Раз случилось, — год тому, — он приоткрылся.
Он зашел случайно. Антонина была одна, играла на рояле. Было в марте. Солнце лежало на паркете, касалось ее платья. Он остановился за портьерой, слушал. Не смел нарушить. Ему передалось страданье, страстное томленье. Он видел новое лицо, — такого никогда не видел. Она склонила голову на ноты. Он вошел.
— Вы… — сказала она в испуге, еле слышно.
Он смутился.
— Простите… я не посмел мешать!..
Она смотрела утомленно.
— Как вы играли!.. — заговорил он страстно. — Какое счастье… столько я пережил!..

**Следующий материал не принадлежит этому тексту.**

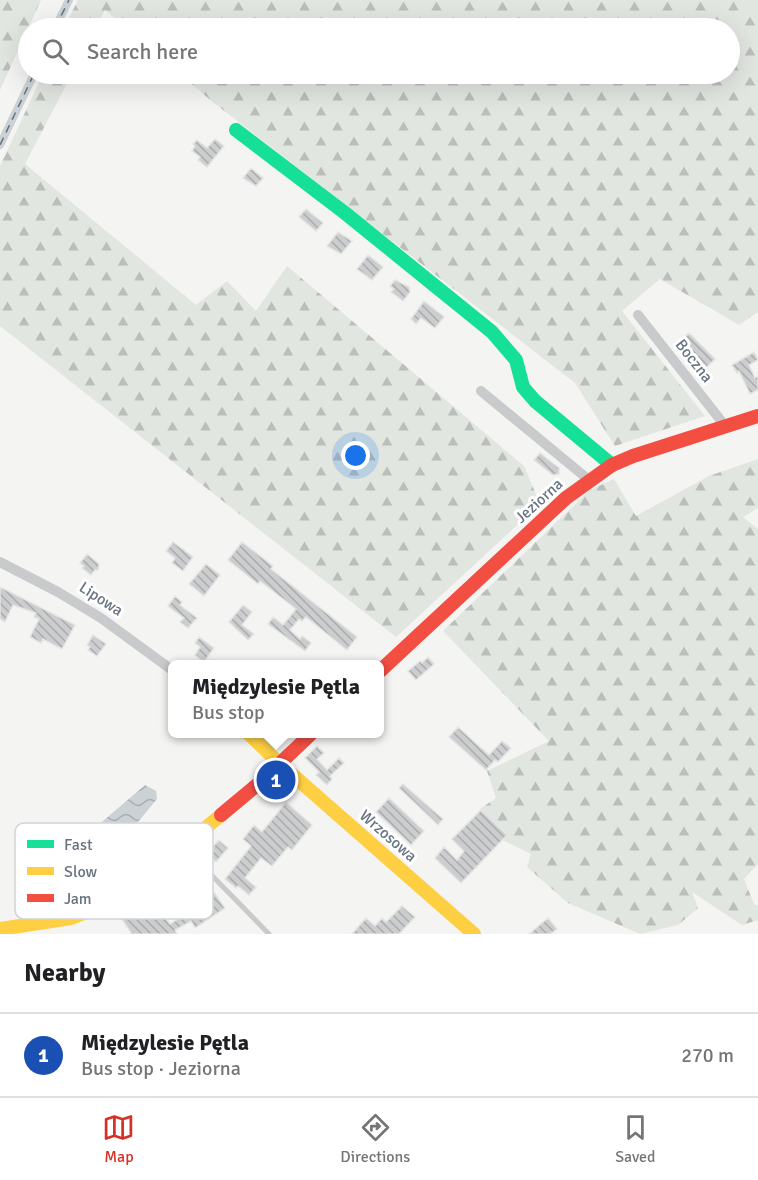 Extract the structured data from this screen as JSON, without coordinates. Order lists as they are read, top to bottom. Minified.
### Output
{"streets":{"street":["Boczna","Jeziorna","Lipowa","Wrzosowa"]},"crossings":[["Boczna","Jeziorna"]],"legend":["Fast","Slow","Jam"],"page":{"search":"Search here","popup":["Międzylesie Pętla","Bus stop"],"pins":"1","heading":"Nearby","list":[{"mark":"1","name":"Międzylesie Pętla","note":"Bus stop · Jeziorna","value":"270 m"}],"nav":["Map","Directions","Saved"]}} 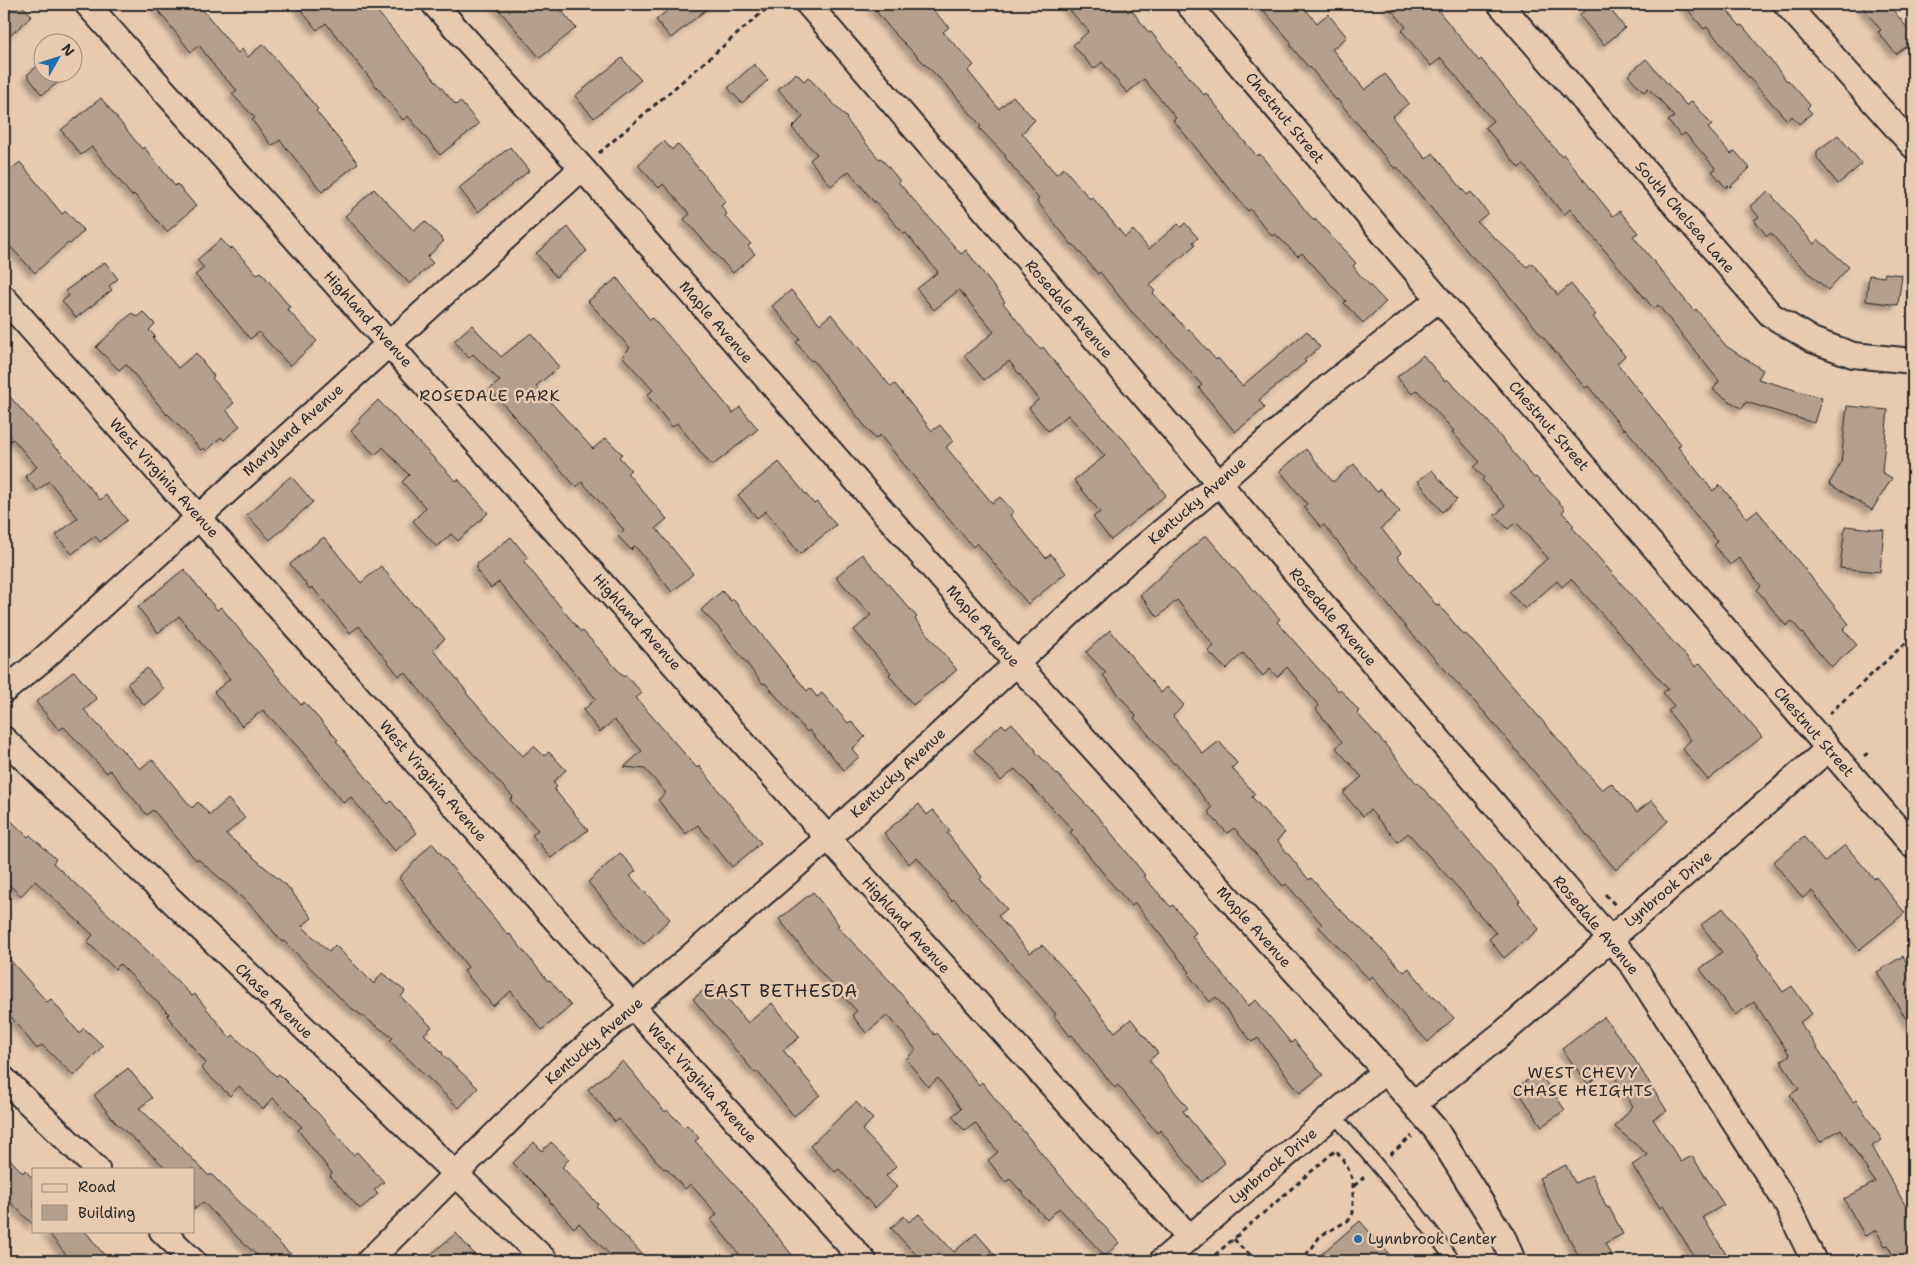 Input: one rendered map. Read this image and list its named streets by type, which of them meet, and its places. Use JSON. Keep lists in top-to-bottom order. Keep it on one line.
{"streets":{"street":["Chestnut Street","South Chelsea Lane","Rosedale Avenue","Highland Avenue","Maple Avenue","Maryland Avenue","West Virginia Avenue","Kentucky Avenue","Lynbrook Drive","Chase Avenue"]},"crossings":[["Chestnut Street","Kentucky Avenue"],["Chestnut Street","Lynbrook Drive"],["Rosedale Avenue","Kentucky Avenue"],["Rosedale Avenue","Lynbrook Drive"],["Highland Avenue","Maryland Avenue"],["Highland Avenue","Kentucky Avenue"],["Highland Avenue","Lynbrook Drive"],["Maple Avenue","Maryland Avenue"],["Maple Avenue","Kentucky Avenue"],["Maple Avenue","Lynbrook Drive"],["Maryland Avenue","West Virginia Avenue"],["West Virginia Avenue","Kentucky Avenue"],["Kentucky Avenue","Chase Avenue"]],"districts":["ROSEDALE PARK","EAST BETHESDA","WEST CHEVY CHASE HEIGHTS"],"places":["Lynnbrook Center"],"legend":["Road","Building"],"north":"top right"} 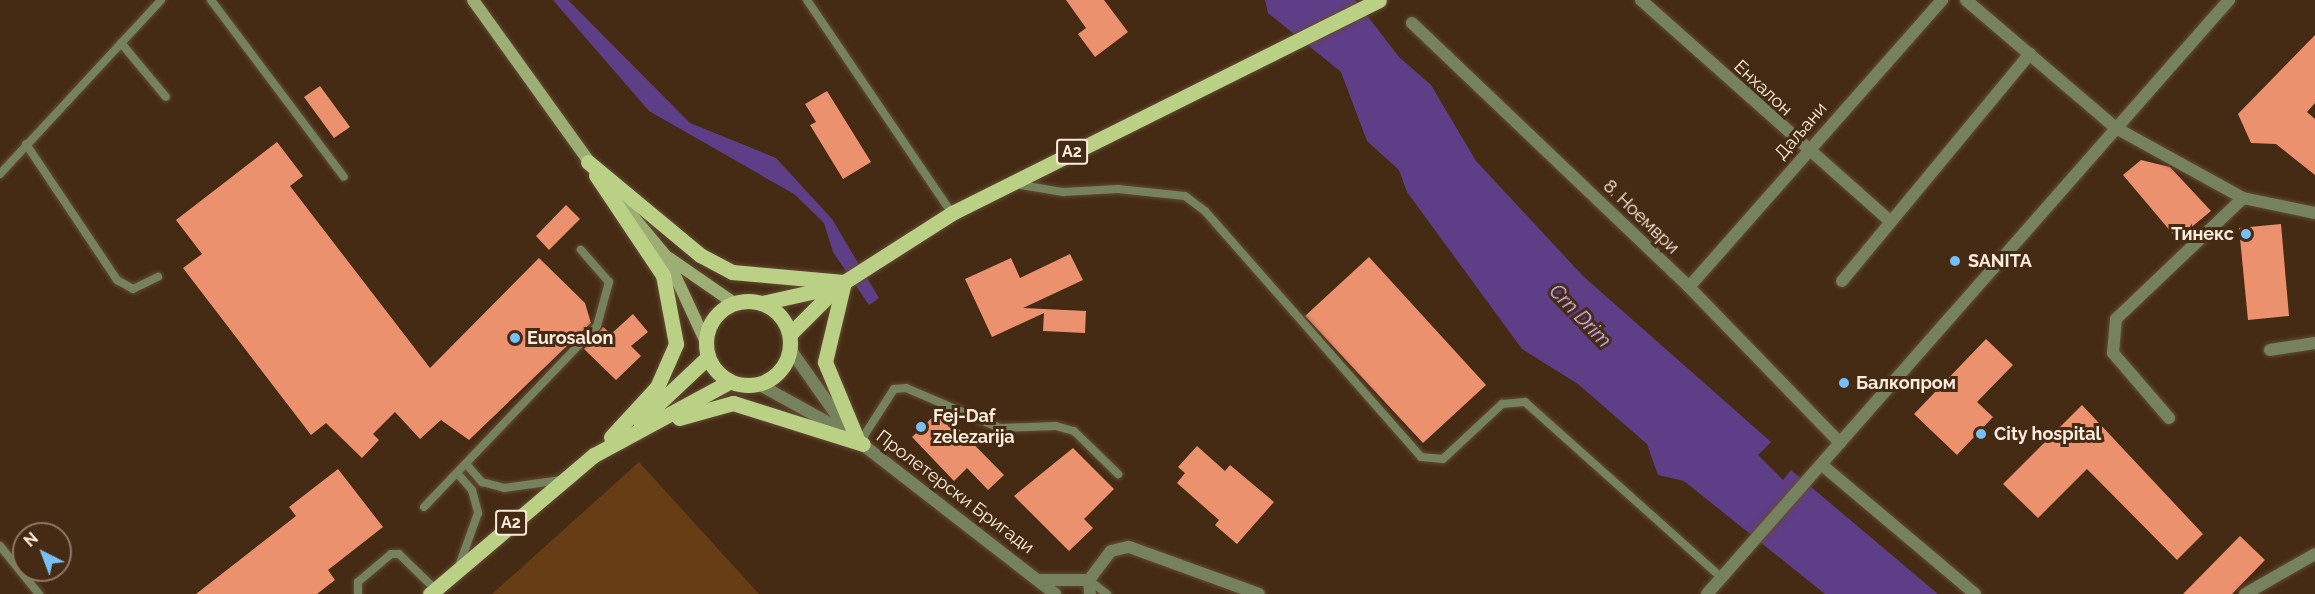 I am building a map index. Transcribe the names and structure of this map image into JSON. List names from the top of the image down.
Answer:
{
  "streets": {
    "main road": ["A2"],
    "street": [
      "Енхалон",
      "Даљани",
      "8. Ноември",
      "Пролетерски Бригади"
    ]
  },
  "crossings": [
    ["Енхалон", "Даљани"],
    ["Даљани", "8. Ноември"],
    ["A2", "Пролетерски Бригади"]
  ],
  "water": ["Crn Drim"],
  "places": [
    "Тинекс",
    "SANITA",
    "Eurosalon",
    "Балкопром",
    "Fej-Daf zelezarija",
    "City hospital"
  ],
  "north": "top left"
} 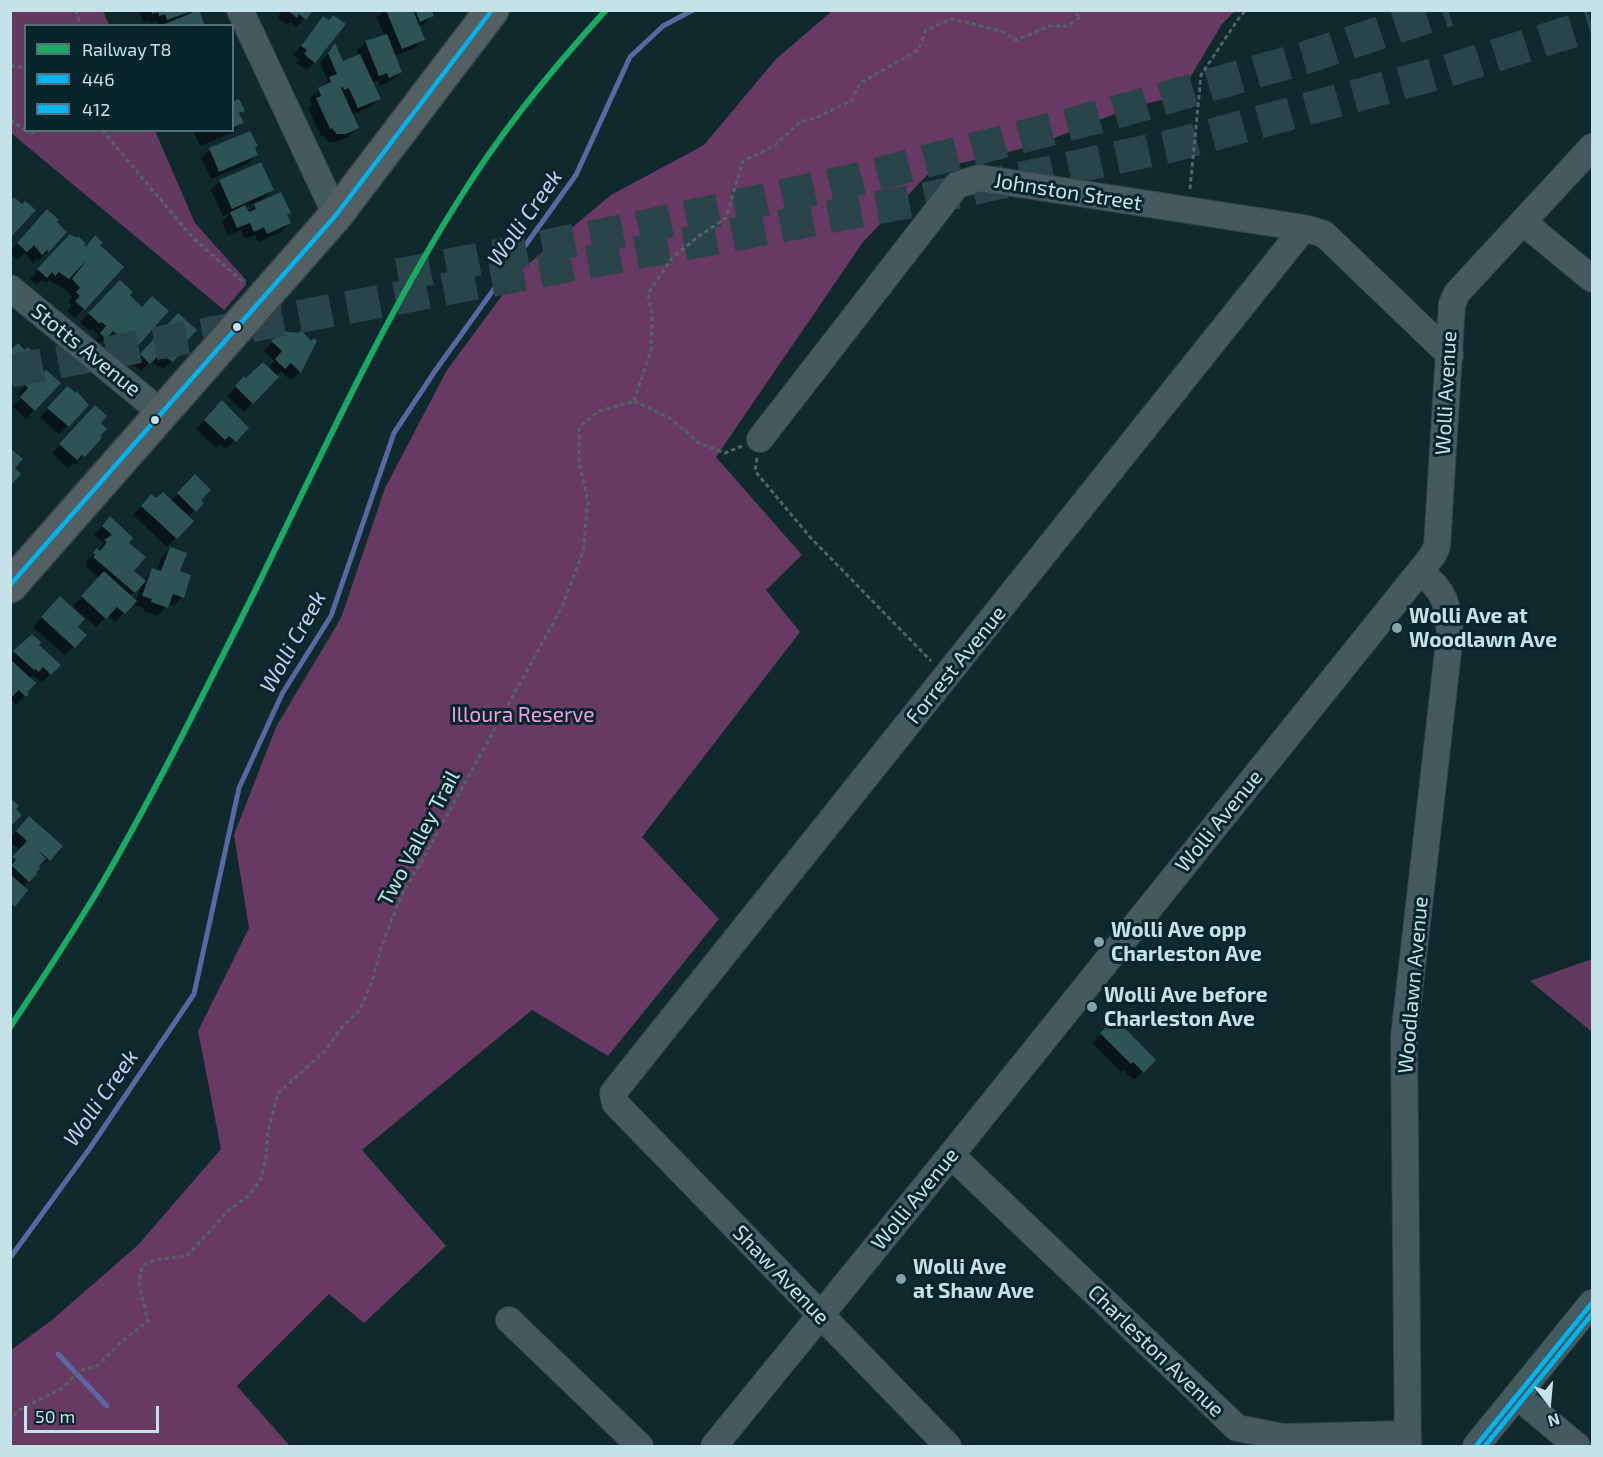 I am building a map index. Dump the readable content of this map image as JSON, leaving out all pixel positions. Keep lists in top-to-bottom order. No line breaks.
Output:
{"streets":{"street":["Johnston Street","Stotts Avenue","Wolli Avenue","Forrest Avenue","Woodlawn Avenue","Shaw Avenue","Charleston Avenue"],"path":["Two Valley Trail"]},"crossings":[["Johnston Street","Wolli Avenue"],["Johnston Street","Forrest Avenue"],["Wolli Avenue","Woodlawn Avenue"],["Wolli Avenue","Shaw Avenue"],["Wolli Avenue","Charleston Avenue"],["Forrest Avenue","Shaw Avenue"],["Woodlawn Avenue","Charleston Avenue"]],"water":["Wolli Creek"],"parks":["Illoura Reserve"],"places":["Wolli Ave at Woodlawn Ave","Wolli Ave opp Charleston Ave","Wolli Ave before Charleston Ave","Wolli Ave at Shaw Ave"],"lines":["rail line T8","transit line 446","transit line 412"],"legend":["Railway T8","446","412"],"scale_bar":"50 m","north":"bottom"} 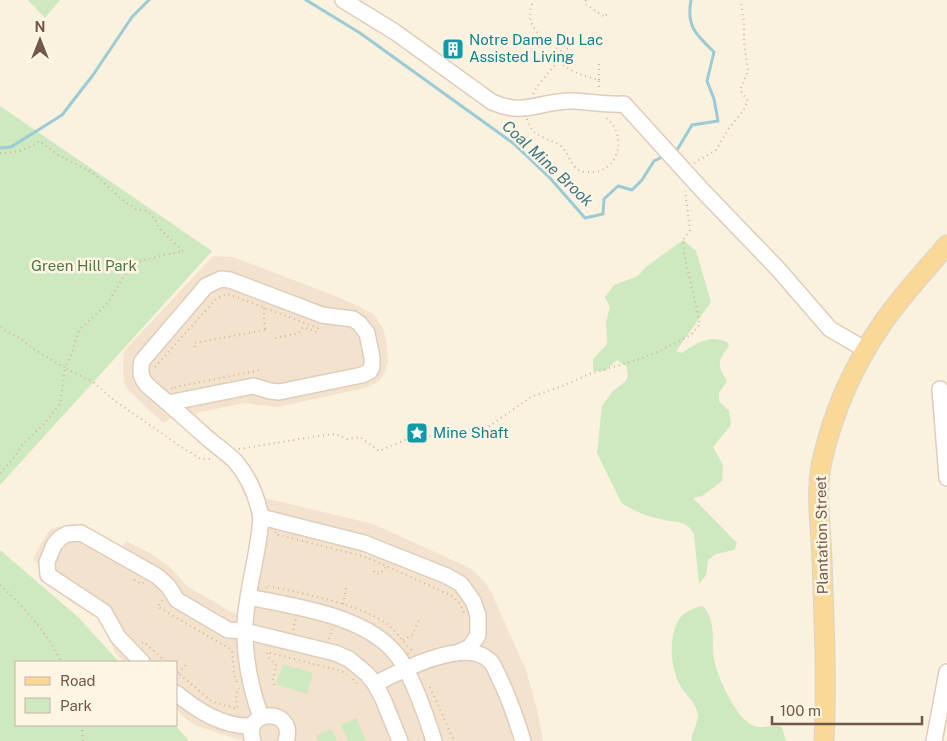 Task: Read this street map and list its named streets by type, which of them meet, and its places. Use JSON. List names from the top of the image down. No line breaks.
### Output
{"streets":{"main road":["Plantation Street"]},"water":["Coal Mine Brook"],"parks":["Green Hill Park"],"places":{"building":["Notre Dame Du Lac Assisted Living"],"place":["Mine Shaft"]},"legend":["Road","Park"],"scale_bar":"100 m","north":"top"}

Взгляд его сказал. Ее ресницы вздрогнули и опустились. Она молчала и брала аккорды.
— Это «Смерть Изольды». Вам нравится?..
— О!.. — только и мог сказать Венков.
— Хотите чаю?
Больше они не говорили.
Это его томило долго. Потом — Леночка. Закрылось.
За последний год он не бывал ни разу. И батальонный не приглашал. Понятно: «мальчик с историей», как говорила командирша. Теперь все кончилось. Венков решил заехать.